The cut applies only to bonuses based on the company’s performance, which are distributed during the Lunar New Year. State-owned firms also give out job performance-based bonuses.
Compared with the Cabinet’s proposal, the bonus reduction could save the nation NT$28 billion (US$964.7 million).
The move by lawmakers came after Chen on Friday approved a proposal to award workers at five state-owned firms administered by the Ministry of Economic Affairs company bonuses equivalent to 4.6 months of wages, despite a public outcry.
Late last month, Shih decided that workers at the state firms would be awarded the following company bonuses: CPC Corp, Taiwan (CPC, 台灣中油), 2.6 months of salary; Aerospace Industrial Development Corp (AIDC, 漢翔航空), 1.88 months; Taiwan Power Co (Taipower, 台電), 1.65 months; Taiwan Water Corp (TWC, 台灣自來水), 1.46 months; and Taiwan Sugar Corp (Taisugar, 台糖), 1.31 months.
The size of the bonus for CPC workers was increased to 4.6 months after Chen decided that employees of CPC, AIDC, TWC and Taisugar would also receive a job-performance bonus equivalent to two months’ salary and 1.8 months’ salary for Taipower workers.
Ministry data showed that in 2011, CPC posted a deficit of NT$32.4 billion, Taipower a loss of NT$43.3 billion and TWC a deficit of NT$367 million. AIDC and Taisugar both reported profits that year, of NT$1.1 billion and NT$5.5 billion respectively.
At a cross-party negotiation meeting on Monday to discuss proposed budget cuts for this year, lawmakers decided that workers at loss-making state-owned firms would not receive a company bonus, and those at profit-making ones would get a bonus equivalent to no more than 1.2 months of salary.
Lawmakers also demanded that Shih be replaced, saying he had been indifferent to the public’s suffering with his decision to give out hefty bonuses.
In response to the bonus cut, Chen said that he respected the lawmakers’ decision pursuant to the legislature’s authority.
However, he expressed concern that such a policy would make it hard for state-owned firms to recruit or retain talent.
Chen added that workers at state-owned enterprises usually receive less pay than their counterparts in the private sector.
Upset at the bonus cap, representatives from about 20 state-owned enterprises’ unions lodged a protest in the legislature yesterday afternoon.
The group said that without setting a rational standard for deciding bonuses, the cap on performance-based bonuses would not only affect employee morale, but also the overall performance of the companies.
Separately yesterday, President Ma Ying-jeou (馬英九) expressed support for pension reform in state-run companies.
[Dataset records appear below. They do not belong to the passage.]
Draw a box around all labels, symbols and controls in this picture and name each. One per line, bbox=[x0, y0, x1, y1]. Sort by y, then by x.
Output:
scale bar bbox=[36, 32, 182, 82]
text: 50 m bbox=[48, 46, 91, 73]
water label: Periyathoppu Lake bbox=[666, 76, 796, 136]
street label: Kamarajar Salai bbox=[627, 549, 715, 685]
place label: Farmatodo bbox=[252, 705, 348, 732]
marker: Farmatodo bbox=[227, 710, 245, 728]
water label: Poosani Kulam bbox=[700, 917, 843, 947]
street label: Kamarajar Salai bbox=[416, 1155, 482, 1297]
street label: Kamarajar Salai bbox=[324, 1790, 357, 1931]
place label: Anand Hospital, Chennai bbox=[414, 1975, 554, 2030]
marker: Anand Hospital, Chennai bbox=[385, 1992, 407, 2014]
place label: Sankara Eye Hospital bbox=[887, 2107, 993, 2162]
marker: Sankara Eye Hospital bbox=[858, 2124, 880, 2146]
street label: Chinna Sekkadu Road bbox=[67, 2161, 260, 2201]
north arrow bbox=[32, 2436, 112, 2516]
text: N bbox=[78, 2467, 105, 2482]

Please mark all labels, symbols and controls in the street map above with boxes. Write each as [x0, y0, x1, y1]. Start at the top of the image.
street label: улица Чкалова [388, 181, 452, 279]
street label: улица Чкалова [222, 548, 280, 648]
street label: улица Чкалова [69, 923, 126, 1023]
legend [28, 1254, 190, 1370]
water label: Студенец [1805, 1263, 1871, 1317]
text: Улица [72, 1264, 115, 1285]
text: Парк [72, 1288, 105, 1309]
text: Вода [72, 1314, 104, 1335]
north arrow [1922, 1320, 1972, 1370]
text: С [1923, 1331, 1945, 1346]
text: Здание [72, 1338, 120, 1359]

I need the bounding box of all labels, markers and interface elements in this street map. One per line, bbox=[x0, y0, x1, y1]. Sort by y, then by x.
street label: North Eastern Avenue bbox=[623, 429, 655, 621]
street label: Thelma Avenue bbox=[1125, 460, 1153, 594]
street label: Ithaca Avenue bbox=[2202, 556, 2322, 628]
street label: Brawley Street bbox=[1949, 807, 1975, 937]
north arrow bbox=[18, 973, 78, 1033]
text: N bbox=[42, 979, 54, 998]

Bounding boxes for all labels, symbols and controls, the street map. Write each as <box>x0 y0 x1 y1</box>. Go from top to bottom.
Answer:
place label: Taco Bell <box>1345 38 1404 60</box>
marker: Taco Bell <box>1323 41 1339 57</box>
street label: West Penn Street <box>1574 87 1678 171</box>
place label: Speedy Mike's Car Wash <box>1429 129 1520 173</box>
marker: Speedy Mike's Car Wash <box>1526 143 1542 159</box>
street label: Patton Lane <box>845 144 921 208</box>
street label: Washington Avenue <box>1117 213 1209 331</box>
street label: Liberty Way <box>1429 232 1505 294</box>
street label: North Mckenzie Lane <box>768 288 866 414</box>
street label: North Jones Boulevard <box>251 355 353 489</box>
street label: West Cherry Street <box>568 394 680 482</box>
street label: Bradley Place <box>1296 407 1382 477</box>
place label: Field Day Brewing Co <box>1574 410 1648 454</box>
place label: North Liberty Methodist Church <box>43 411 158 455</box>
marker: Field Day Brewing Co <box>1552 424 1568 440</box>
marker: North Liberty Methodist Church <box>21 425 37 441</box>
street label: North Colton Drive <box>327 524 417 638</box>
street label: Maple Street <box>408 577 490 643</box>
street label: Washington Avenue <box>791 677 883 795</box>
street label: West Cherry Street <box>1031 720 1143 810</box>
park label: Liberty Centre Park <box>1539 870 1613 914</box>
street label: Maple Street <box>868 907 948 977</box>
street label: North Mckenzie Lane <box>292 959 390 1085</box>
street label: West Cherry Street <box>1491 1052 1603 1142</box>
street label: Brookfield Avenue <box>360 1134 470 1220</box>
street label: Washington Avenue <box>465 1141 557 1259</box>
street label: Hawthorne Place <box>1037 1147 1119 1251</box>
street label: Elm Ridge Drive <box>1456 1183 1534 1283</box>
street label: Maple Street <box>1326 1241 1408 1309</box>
This came following the legislature’s decision to slash company bonuses, adding that the government was determined to push reforms.
“Some state-run businesses are in a monopolistic market and some face tough competition. Their situation might differ, but we support reform for all. The Executive Yuan also supports such reforms,” said Ma, who doubles as the Chinese Nationalist Party (KMT) chairman.
He added that state-run firms should adopt the same principles as private firms and offer bonuses only when the companies made a profit.
The Democratic Progressive Party (DPP) said it supported the institutionalization of a bonus mechanism for state-owned enterprises because it serves the country’s interests and is fair.
DPP spokesperson Lin Chun-hsien (林俊憲) added that trade union members of state-owned enterprises are entitled to protest against the policy, but they are encouraged to “think about social justice and the nation’s current financial status” before staging a protest.